だから、私が狼の姿をしたアレクさんを、もふもふと撫でまわしたり抱き締めたりする事で、こんな風に困らせてしまうのだと、再び零れ出た頭上の溜息に表情を曇らせた。
「いや、謝らなくていいんだ。悪いのは、未熟な忍耐しか持たない俺の方だからな……。……そういえば、まさかとは思うんだが」
「は、はい?」
「他の奴の……その、狼の姿を、俺の時と同じように、撫でまわしていたりは……」
「そうですね……。ロゼリアさんと三つ子ちゃん達はいっぱい触らせて頂いてますけど、あ、そうだ。ついにこの前、ルディーさんとルイヴェルさんの毛並みを堪能させて貰う事に成功しました!」
「……」
なかなか狼の姿を見せてくれない、騎士団の団長ルディーさんと、王宮医師のルイヴェルさん。

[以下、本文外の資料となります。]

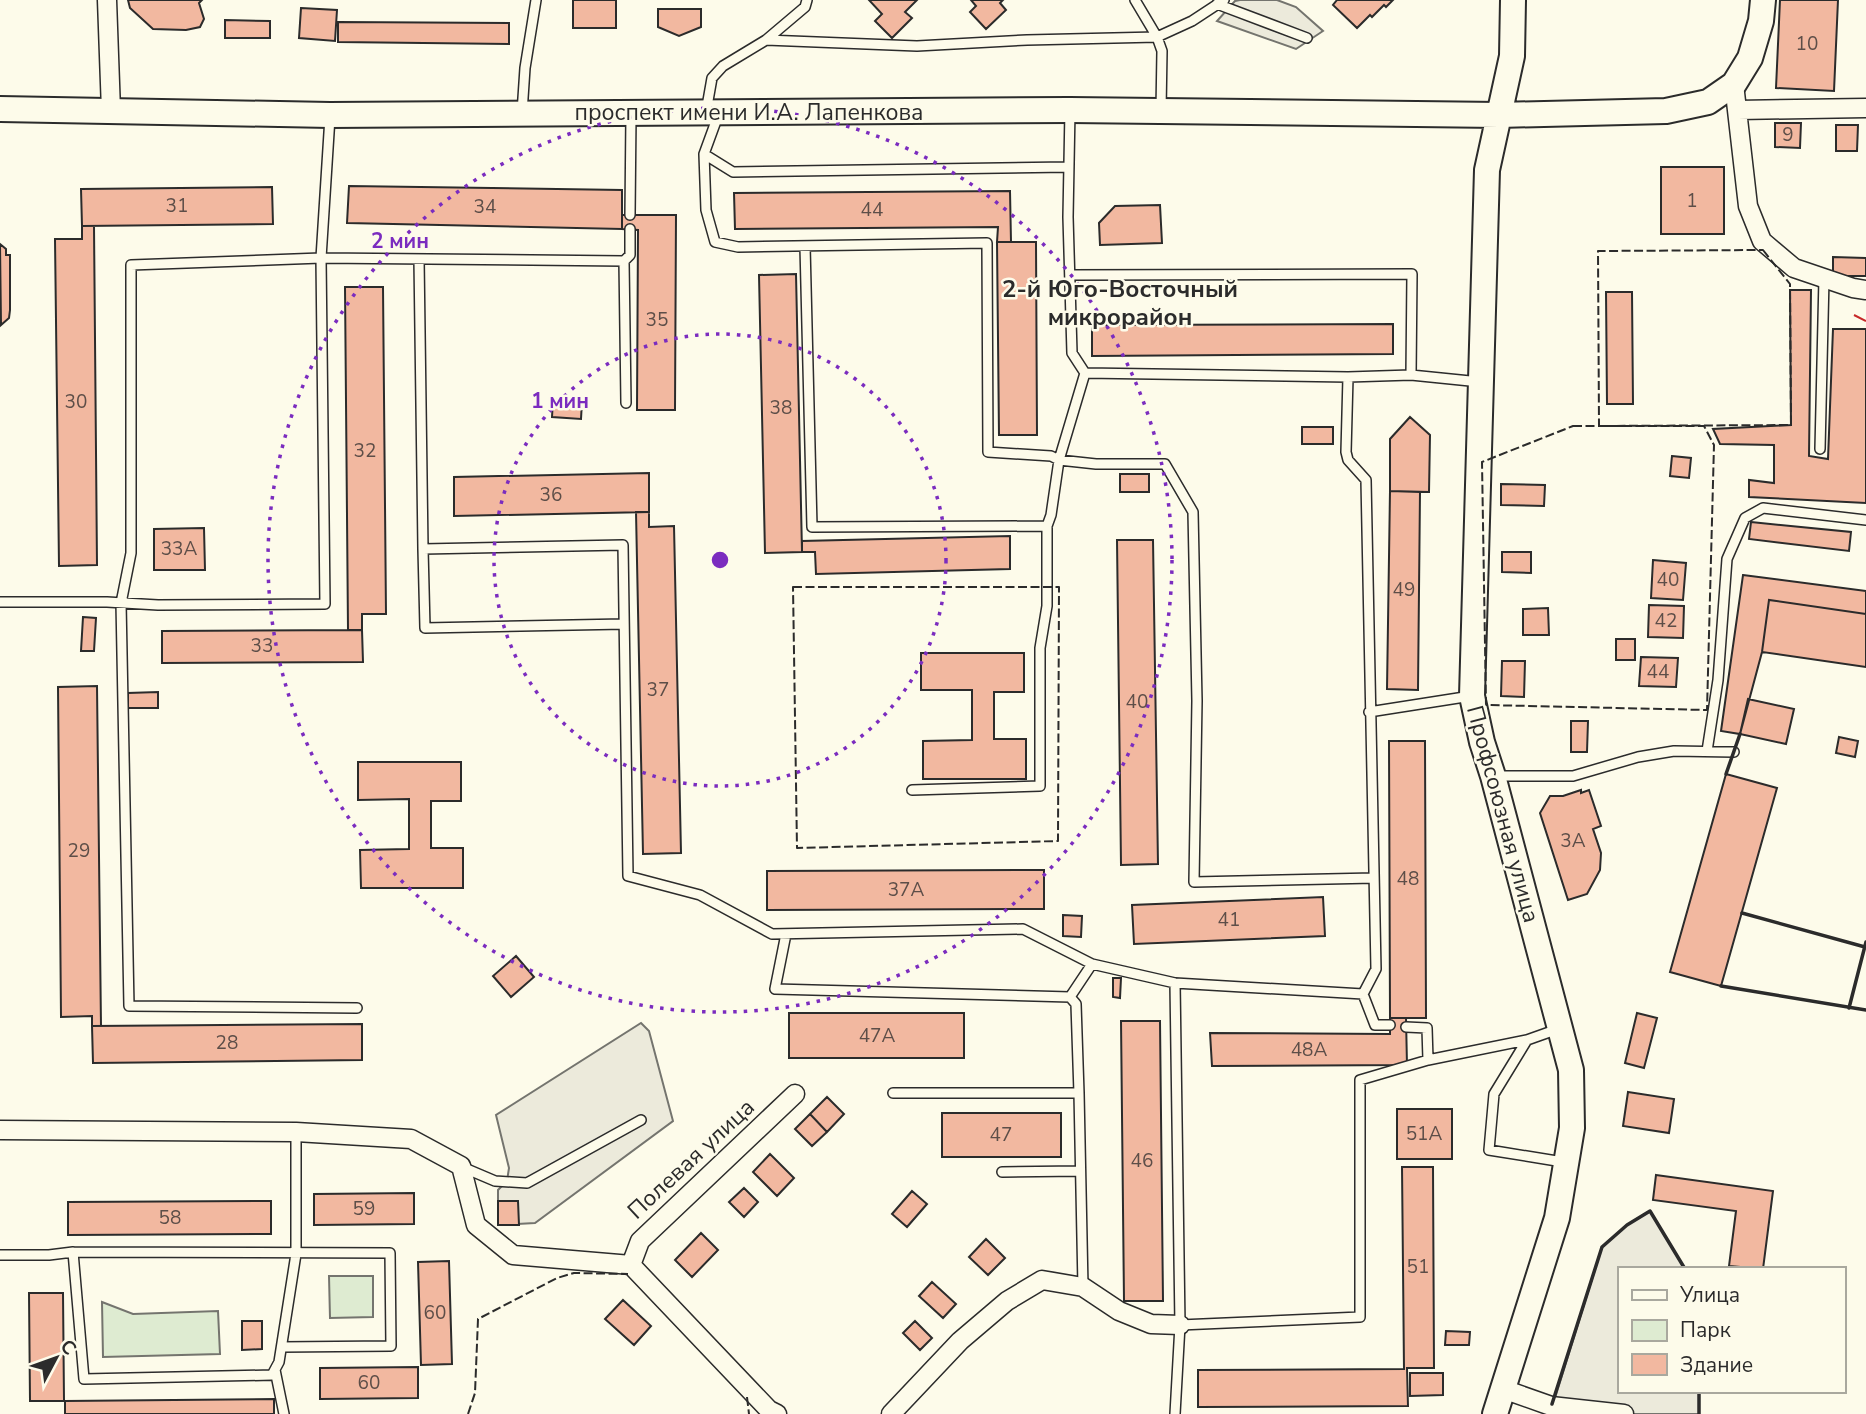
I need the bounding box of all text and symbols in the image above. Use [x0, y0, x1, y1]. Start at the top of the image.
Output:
house number: 10 [1796, 31, 1818, 57]
street label: проспект имени И.А. Лапенкова [574, 97, 924, 128]
house number: 9 [1782, 122, 1794, 148]
house number: 1 [1686, 188, 1698, 214]
house number: 31 [166, 193, 188, 219]
house number: 34 [474, 194, 496, 220]
house number: 44 [861, 197, 883, 223]
text: 2 мин [371, 227, 429, 255]
district label: 2-й Юго-Восточный микрорайон [1002, 273, 1238, 333]
house number: 35 [646, 307, 668, 333]
text: 1 мин [531, 387, 589, 415]
house number: 30 [65, 389, 87, 415]
house number: 38 [770, 395, 792, 421]
house number: 32 [354, 438, 376, 464]
house number: 36 [540, 482, 562, 508]
house number: 33А [161, 536, 197, 562]
centre of rings [708, 548, 732, 572]
house number: 40 [1657, 567, 1679, 593]
house number: 49 [1393, 577, 1415, 603]
house number: 42 [1655, 608, 1677, 634]
house number: 33 [251, 633, 273, 659]
house number: 44 [1647, 659, 1669, 685]
house number: 37 [647, 677, 669, 703]
house number: 40 [1126, 689, 1148, 715]
street label: Профсоюзная улица [1459, 702, 1547, 926]
house number: 3А [1560, 828, 1586, 854]
house number: 29 [68, 838, 90, 864]
house number: 48 [1397, 866, 1419, 892]
house number: 37А [888, 877, 924, 903]
house number: 41 [1218, 907, 1240, 933]
house number: 47А [859, 1023, 895, 1049]
house number: 28 [216, 1030, 238, 1056]
house number: 48А [1291, 1037, 1327, 1063]
street label: Полевая улица [621, 1092, 761, 1226]
house number: 51А [1406, 1121, 1442, 1147]
house number: 47 [990, 1122, 1012, 1148]
house number: 46 [1131, 1148, 1153, 1174]
house number: 59 [353, 1196, 375, 1222]
house number: 58 [159, 1205, 181, 1231]
house number: 51 [1407, 1254, 1429, 1280]
legend [1618, 1267, 1845, 1393]
text: Улица [1679, 1281, 1740, 1309]
house number: 60 [424, 1300, 446, 1326]
text: Парк [1680, 1316, 1732, 1344]
north arrow [21, 1323, 91, 1393]
text: С [54, 1334, 82, 1361]
text: Здание [1680, 1351, 1753, 1379]
house number: 60 [358, 1370, 380, 1396]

ルイヴェルさんの方は、私が子供の時に時折触らせて貰ったりはしていたのだけど、大人になってからはまだだったし、何より、触ったのは遥か遠い昔。
という事で、この前憩いの庭園でブラッシングさせて貰いながら、撫で撫でさせて貰う事に成功したのだ。
お二人共、本当に良い触り心地だった……。
……と、そこまで言ったところで、私はむぅっと不機嫌そうに眉を顰めているアレクさんの表情に気付いてしまった。
「あ、アレク……さん?」
「ユキ、触るなら男の狼ではなく、女の狼だけにしてくれ」
「えっ!?」
「男は駄目だ」
「ど、どうしてですか!?」
まだ、他の狼王族の皆さんの毛並みも、機会があればもふもふしたいのに!!
けれどアレクさんは、重苦しい雰囲気で首を左右に振り、私の両肩をがしっと掴むと、それから一時間ほどかけて、私を説得にあたるのだった。